Report each line of the data that contains the string "lineWidth".

◆ Supplied records:

>>>

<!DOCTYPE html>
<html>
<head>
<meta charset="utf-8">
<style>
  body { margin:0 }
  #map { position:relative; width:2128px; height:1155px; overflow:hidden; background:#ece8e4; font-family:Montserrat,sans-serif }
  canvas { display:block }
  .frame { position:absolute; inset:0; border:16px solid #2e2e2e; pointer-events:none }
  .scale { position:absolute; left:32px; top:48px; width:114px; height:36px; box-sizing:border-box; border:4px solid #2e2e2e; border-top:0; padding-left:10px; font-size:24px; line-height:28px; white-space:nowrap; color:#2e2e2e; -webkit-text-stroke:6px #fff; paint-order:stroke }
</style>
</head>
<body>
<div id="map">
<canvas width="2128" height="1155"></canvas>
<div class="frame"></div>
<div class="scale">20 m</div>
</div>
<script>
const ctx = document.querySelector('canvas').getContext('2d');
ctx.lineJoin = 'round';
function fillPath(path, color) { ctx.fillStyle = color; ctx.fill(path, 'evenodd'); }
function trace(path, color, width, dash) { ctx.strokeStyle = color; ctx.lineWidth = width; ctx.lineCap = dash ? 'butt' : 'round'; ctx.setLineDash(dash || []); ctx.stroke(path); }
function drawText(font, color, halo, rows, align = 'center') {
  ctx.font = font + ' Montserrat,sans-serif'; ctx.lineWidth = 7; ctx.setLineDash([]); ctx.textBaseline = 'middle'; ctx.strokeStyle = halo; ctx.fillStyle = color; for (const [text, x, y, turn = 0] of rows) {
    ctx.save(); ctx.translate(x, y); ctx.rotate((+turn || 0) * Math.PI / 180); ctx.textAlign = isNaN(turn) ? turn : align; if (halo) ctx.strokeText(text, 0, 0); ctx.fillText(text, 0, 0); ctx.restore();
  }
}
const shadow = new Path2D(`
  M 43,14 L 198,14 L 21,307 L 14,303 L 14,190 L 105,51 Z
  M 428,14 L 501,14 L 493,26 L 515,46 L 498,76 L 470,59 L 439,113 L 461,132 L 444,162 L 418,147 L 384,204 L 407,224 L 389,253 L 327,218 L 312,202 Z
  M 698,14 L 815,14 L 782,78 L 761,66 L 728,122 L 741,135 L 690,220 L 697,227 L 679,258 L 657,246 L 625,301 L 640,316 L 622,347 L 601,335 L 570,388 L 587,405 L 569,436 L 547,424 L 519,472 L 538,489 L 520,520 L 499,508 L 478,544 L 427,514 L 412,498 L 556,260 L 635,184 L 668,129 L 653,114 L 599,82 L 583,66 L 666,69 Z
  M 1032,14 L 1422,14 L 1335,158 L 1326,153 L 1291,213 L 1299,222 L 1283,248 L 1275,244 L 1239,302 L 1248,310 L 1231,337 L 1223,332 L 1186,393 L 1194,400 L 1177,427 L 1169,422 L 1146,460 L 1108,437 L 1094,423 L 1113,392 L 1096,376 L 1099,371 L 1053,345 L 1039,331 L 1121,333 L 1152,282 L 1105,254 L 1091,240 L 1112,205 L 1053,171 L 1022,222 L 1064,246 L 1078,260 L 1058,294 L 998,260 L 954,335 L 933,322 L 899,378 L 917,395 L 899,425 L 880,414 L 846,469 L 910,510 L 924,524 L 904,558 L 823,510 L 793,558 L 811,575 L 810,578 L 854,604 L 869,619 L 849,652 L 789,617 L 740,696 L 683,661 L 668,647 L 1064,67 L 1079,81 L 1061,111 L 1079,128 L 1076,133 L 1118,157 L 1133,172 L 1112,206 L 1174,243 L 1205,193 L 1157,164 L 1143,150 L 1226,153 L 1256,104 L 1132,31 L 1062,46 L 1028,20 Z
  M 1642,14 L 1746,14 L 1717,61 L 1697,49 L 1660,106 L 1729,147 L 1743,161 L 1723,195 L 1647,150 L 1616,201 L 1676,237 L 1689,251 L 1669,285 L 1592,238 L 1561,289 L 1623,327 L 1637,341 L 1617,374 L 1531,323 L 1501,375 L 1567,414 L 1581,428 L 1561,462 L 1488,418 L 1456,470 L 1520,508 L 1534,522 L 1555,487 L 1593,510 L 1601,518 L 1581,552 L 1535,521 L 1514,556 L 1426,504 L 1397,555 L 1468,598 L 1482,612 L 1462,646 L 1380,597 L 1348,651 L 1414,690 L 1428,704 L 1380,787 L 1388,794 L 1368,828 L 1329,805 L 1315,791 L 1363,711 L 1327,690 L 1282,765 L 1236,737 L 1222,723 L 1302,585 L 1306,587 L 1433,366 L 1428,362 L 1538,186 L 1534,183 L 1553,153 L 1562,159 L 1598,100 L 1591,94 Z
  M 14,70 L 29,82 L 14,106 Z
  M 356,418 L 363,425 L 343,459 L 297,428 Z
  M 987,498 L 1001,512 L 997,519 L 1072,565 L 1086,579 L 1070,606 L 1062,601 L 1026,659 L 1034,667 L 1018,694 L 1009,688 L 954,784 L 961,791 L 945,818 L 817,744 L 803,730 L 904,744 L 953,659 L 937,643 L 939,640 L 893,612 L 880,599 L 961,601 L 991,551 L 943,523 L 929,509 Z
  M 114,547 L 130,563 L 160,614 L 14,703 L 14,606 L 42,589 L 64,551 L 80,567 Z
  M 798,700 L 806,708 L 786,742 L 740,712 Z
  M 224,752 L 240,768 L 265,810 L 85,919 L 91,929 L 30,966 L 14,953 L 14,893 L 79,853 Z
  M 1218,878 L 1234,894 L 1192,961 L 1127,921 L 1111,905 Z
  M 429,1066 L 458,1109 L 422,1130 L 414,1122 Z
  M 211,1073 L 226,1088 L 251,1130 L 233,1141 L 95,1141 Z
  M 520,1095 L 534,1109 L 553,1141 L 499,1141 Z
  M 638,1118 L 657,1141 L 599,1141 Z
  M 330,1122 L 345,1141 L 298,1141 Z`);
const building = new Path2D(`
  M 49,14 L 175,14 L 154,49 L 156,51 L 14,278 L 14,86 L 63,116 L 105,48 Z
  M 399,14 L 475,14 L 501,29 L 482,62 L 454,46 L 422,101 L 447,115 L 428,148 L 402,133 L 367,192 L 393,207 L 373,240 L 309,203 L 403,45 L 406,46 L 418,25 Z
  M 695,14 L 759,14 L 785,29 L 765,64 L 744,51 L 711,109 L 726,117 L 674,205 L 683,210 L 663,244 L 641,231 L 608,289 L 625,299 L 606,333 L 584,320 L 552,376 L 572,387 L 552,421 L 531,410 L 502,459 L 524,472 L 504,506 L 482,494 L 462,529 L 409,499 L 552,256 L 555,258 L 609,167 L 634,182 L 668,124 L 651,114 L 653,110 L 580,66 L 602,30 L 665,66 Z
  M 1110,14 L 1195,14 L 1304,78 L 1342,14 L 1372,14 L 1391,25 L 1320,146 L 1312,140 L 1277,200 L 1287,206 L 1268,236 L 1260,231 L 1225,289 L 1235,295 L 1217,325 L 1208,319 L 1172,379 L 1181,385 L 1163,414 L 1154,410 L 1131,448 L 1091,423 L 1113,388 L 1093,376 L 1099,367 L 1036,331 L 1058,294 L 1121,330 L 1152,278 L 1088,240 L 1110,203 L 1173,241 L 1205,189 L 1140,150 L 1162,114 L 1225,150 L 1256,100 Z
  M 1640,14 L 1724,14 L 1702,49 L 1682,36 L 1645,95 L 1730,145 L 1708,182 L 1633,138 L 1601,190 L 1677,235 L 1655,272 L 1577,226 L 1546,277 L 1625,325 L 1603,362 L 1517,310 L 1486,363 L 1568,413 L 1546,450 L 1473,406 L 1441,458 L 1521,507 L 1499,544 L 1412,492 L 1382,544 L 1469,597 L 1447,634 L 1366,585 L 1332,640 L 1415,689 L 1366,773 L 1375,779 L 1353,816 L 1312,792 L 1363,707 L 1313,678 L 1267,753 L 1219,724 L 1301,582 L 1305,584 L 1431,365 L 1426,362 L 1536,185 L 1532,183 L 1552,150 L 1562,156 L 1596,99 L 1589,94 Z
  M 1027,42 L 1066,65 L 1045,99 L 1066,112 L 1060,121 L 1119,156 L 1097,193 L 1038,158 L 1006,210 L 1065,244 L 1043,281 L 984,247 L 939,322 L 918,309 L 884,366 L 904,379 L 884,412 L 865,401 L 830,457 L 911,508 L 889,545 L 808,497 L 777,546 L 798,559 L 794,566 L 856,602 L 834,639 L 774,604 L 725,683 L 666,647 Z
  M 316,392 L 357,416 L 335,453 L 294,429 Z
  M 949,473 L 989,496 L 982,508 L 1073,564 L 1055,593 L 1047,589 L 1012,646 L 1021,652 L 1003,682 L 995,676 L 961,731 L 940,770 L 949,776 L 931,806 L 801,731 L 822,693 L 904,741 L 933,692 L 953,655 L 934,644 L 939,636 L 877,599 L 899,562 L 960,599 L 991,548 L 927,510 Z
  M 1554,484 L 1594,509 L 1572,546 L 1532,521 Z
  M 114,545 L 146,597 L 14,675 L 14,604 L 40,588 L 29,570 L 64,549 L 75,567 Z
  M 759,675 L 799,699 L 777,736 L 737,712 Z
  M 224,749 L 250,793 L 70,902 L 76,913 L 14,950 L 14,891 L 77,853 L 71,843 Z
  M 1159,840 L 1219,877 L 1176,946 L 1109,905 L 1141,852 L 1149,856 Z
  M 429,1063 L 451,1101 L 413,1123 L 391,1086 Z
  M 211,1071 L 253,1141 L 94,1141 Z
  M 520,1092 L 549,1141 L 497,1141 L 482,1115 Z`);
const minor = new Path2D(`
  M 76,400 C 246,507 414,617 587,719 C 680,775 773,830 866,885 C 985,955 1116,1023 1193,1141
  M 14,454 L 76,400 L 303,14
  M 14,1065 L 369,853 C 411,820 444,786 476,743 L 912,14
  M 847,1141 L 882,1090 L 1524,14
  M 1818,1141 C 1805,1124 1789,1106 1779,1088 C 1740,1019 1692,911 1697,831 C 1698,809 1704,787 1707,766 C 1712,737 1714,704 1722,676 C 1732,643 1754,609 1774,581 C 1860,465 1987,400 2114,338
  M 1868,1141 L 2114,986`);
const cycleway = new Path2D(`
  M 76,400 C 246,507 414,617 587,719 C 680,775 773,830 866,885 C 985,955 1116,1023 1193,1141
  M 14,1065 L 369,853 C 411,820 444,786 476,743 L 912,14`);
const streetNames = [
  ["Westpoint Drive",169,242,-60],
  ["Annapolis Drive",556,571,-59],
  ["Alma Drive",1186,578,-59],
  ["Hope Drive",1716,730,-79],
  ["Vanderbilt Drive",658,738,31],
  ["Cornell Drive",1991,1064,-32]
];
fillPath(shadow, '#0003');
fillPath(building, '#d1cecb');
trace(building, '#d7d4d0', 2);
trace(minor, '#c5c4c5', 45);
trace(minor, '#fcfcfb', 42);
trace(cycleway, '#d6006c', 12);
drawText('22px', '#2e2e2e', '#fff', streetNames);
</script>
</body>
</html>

<<<

◆ The completed task:
function trace(path, color, width, dash) { ctx.strokeStyle = color; ctx.lineWidth = width; ctx.lineCap = dash ? 'butt' : 'round'; ctx.setLineDash(dash || []); ctx.stroke(path); }
  ctx.font = font + ' Montserrat,sans-serif'; ctx.lineWidth = 7; ctx.setLineDash([]); ctx.textBaseline = 'middle'; ctx.strokeStyle = halo; ctx.fillStyle = color; for (const [text, x, y, turn = 0] of rows) {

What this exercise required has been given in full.